== Assignment ==
Read the data below line by line and state how many lines hold "hidden". Nothing else belongs in the answer.

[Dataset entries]

.....

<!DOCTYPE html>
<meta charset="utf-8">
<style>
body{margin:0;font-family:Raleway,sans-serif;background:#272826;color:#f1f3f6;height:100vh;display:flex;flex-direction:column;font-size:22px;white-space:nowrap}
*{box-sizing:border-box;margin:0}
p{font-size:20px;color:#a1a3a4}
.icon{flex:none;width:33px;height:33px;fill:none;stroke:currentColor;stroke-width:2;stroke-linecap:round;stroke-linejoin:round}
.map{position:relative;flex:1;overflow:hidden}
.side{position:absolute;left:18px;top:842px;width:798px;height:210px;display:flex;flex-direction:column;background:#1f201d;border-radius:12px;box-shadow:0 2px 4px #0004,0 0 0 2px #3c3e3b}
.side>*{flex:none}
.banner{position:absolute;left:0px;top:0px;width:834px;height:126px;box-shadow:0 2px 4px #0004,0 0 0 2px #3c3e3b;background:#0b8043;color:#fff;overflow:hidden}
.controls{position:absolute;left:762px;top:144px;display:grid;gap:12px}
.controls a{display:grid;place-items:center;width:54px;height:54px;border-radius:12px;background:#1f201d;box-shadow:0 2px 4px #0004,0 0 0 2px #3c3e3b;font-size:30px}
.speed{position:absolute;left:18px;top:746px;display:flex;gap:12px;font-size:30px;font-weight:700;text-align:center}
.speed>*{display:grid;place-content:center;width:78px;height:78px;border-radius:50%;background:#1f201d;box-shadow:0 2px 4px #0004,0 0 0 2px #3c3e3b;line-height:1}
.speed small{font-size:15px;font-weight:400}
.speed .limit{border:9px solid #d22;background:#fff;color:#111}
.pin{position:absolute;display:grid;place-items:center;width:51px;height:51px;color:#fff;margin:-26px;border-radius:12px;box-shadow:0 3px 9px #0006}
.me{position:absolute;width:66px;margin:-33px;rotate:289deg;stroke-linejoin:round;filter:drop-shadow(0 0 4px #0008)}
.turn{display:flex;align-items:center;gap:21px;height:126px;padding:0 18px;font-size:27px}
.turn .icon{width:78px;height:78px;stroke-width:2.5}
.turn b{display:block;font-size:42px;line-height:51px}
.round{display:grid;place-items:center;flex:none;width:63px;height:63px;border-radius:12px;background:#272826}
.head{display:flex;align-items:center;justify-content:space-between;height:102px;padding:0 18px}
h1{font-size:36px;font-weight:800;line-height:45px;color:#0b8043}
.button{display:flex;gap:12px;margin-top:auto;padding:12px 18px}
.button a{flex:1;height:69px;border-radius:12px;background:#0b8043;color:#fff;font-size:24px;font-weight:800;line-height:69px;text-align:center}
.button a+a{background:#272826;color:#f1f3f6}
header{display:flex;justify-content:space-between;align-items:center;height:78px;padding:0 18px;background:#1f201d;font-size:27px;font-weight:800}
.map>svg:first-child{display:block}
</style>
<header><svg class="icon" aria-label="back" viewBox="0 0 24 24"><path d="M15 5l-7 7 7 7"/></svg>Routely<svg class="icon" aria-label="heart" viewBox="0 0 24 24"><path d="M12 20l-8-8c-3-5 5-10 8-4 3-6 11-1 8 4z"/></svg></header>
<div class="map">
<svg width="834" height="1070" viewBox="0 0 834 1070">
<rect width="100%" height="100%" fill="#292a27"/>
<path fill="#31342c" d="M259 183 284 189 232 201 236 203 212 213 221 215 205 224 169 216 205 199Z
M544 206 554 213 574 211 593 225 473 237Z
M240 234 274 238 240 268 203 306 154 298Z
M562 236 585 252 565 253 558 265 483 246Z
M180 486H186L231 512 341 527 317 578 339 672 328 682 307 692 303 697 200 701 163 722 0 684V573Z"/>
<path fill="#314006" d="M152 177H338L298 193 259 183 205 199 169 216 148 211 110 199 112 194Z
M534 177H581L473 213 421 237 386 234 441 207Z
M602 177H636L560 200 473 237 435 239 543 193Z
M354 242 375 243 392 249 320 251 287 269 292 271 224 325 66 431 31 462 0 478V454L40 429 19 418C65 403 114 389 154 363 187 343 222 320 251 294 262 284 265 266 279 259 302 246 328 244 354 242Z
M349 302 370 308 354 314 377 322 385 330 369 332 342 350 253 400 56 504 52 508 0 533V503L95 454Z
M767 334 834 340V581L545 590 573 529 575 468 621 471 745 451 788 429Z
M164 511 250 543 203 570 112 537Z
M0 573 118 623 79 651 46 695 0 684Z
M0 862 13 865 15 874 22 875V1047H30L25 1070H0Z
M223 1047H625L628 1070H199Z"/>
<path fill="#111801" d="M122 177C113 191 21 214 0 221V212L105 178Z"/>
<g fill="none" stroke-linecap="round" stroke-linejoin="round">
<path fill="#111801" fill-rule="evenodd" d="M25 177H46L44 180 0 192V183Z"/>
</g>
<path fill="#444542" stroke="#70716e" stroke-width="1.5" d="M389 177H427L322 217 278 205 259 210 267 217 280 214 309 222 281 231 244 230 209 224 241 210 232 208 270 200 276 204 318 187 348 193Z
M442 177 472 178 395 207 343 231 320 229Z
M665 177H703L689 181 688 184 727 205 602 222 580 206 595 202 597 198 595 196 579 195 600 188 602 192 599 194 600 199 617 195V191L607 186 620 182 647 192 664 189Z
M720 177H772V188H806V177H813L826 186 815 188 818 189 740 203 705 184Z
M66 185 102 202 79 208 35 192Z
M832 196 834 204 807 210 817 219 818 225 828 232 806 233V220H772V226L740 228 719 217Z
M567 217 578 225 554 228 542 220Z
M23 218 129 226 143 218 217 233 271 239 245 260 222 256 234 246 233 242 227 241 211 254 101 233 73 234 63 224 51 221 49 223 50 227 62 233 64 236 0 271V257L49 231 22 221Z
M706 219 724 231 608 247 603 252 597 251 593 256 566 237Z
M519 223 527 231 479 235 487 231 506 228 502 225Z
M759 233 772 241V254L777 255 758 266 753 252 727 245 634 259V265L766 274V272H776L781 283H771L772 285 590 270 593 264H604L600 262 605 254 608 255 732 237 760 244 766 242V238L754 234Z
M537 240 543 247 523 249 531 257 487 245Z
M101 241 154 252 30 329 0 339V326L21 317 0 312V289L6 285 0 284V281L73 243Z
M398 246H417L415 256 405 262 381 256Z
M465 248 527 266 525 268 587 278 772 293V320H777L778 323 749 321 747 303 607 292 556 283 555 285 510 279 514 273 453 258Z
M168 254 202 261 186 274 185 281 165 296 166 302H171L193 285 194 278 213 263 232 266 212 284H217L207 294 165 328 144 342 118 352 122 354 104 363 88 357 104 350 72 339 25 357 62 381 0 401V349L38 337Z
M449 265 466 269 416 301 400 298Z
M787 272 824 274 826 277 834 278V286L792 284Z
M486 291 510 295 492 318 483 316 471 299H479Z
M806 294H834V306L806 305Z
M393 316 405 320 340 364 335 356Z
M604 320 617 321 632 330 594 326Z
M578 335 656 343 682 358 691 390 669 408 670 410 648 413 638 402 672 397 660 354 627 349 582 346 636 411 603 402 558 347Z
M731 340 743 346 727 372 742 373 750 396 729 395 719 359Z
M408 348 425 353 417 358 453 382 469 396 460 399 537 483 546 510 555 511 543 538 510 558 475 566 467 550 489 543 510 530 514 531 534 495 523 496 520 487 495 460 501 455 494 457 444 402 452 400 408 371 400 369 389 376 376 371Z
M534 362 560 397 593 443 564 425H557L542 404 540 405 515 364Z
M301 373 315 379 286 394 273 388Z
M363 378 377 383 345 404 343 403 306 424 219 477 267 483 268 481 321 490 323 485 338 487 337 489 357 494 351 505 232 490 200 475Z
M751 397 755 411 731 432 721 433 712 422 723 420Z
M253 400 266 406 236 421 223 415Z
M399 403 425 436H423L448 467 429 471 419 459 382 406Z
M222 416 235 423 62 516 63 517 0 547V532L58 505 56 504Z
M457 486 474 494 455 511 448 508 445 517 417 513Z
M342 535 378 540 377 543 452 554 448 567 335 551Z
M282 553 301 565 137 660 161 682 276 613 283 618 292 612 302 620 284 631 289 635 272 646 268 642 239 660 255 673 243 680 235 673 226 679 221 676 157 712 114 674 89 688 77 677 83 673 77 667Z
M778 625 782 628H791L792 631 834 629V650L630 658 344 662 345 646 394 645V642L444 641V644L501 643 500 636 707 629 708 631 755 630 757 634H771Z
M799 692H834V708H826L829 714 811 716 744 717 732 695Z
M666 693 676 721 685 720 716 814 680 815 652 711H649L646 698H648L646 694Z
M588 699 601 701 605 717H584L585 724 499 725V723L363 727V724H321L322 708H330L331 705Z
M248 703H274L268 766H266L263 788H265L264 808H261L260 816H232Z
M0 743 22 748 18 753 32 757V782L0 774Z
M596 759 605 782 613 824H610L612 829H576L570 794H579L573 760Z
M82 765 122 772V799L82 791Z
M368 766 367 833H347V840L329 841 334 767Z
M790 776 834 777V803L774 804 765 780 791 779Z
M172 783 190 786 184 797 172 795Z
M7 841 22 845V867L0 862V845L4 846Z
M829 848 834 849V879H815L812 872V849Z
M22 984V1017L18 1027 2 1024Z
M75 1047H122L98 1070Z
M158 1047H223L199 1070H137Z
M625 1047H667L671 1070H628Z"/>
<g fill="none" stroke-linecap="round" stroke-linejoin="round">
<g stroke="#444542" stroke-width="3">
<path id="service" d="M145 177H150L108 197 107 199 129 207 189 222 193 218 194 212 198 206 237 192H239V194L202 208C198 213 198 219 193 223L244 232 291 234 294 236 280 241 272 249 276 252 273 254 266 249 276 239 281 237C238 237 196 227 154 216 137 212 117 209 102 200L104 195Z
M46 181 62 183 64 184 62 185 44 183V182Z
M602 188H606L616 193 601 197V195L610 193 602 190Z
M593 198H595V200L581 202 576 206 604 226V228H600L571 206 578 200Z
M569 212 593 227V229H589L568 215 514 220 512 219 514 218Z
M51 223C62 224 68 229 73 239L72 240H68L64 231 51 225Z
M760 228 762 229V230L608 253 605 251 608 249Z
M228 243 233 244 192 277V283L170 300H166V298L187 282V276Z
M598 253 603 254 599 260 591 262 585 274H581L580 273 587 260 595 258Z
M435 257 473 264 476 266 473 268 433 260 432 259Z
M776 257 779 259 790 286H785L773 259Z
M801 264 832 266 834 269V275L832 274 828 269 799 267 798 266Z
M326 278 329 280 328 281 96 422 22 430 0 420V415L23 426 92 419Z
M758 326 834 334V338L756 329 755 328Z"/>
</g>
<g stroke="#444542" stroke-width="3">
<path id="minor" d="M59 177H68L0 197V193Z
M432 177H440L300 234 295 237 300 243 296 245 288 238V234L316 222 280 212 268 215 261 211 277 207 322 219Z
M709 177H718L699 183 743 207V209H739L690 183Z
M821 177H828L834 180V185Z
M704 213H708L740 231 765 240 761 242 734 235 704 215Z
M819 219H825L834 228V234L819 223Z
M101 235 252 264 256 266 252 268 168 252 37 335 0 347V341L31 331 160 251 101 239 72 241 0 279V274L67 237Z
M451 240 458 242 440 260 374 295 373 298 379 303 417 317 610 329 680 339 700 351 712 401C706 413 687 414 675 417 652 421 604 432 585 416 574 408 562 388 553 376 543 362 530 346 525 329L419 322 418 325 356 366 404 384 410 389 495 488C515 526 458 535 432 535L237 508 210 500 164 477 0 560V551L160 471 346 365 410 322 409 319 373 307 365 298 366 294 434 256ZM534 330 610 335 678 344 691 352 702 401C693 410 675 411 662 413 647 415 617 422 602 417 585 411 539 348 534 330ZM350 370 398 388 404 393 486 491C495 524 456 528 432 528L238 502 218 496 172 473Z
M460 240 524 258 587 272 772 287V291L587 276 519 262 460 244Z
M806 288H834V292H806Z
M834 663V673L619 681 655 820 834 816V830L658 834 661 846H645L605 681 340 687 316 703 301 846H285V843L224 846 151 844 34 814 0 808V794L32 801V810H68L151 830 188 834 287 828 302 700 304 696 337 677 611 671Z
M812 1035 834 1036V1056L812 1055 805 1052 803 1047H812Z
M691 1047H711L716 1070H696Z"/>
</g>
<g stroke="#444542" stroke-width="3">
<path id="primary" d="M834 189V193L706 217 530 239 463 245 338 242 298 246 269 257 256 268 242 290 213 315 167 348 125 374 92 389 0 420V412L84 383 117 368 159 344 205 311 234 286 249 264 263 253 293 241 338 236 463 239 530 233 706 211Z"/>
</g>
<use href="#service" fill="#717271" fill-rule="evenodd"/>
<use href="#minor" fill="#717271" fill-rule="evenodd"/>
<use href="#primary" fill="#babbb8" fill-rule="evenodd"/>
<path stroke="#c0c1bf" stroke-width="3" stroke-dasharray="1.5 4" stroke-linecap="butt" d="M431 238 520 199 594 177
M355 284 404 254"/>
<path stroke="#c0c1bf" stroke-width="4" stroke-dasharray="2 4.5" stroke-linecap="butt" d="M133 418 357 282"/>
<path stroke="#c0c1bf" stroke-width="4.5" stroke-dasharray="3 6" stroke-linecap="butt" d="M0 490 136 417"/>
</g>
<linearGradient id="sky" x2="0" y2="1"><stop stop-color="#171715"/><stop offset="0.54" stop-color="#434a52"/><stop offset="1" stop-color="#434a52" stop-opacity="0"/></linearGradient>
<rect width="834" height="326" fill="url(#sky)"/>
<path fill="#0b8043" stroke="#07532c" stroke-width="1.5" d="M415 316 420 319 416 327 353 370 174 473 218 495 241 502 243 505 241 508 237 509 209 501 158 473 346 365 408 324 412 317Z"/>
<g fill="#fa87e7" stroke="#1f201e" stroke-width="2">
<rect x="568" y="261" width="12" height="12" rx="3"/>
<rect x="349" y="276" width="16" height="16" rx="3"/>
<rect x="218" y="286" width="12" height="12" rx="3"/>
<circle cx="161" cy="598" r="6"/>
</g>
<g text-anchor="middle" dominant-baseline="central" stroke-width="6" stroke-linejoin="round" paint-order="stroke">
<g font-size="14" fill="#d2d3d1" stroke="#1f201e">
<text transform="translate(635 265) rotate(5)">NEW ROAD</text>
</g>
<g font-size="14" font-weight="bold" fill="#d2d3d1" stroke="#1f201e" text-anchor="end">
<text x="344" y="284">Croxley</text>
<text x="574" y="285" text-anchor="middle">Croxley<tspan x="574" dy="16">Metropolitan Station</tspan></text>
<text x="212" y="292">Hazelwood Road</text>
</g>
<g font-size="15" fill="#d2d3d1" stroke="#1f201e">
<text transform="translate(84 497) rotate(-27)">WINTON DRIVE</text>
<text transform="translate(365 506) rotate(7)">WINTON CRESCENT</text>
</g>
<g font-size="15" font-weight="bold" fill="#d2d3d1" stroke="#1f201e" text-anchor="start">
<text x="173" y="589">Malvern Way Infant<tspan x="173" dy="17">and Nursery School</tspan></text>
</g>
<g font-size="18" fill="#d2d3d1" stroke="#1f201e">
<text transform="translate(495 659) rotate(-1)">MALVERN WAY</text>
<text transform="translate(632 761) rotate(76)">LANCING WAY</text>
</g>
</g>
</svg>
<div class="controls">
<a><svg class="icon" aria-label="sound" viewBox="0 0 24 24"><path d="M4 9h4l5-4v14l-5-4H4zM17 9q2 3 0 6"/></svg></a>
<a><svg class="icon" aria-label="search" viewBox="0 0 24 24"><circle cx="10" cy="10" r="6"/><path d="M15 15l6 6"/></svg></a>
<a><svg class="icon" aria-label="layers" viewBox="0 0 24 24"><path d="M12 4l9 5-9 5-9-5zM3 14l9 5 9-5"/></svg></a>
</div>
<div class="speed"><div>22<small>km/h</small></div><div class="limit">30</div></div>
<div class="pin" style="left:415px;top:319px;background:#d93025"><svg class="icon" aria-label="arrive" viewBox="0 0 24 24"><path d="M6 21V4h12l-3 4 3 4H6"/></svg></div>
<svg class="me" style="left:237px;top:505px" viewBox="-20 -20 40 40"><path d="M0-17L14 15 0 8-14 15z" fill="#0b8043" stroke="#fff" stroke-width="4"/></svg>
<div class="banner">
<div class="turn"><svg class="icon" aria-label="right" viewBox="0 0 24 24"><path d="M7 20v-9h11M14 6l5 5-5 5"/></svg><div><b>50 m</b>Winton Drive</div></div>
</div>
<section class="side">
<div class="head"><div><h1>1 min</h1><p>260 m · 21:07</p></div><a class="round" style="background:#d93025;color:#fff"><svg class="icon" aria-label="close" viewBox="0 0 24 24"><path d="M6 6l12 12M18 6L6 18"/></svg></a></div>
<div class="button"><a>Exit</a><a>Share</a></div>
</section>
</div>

.....

== Answer area ==
2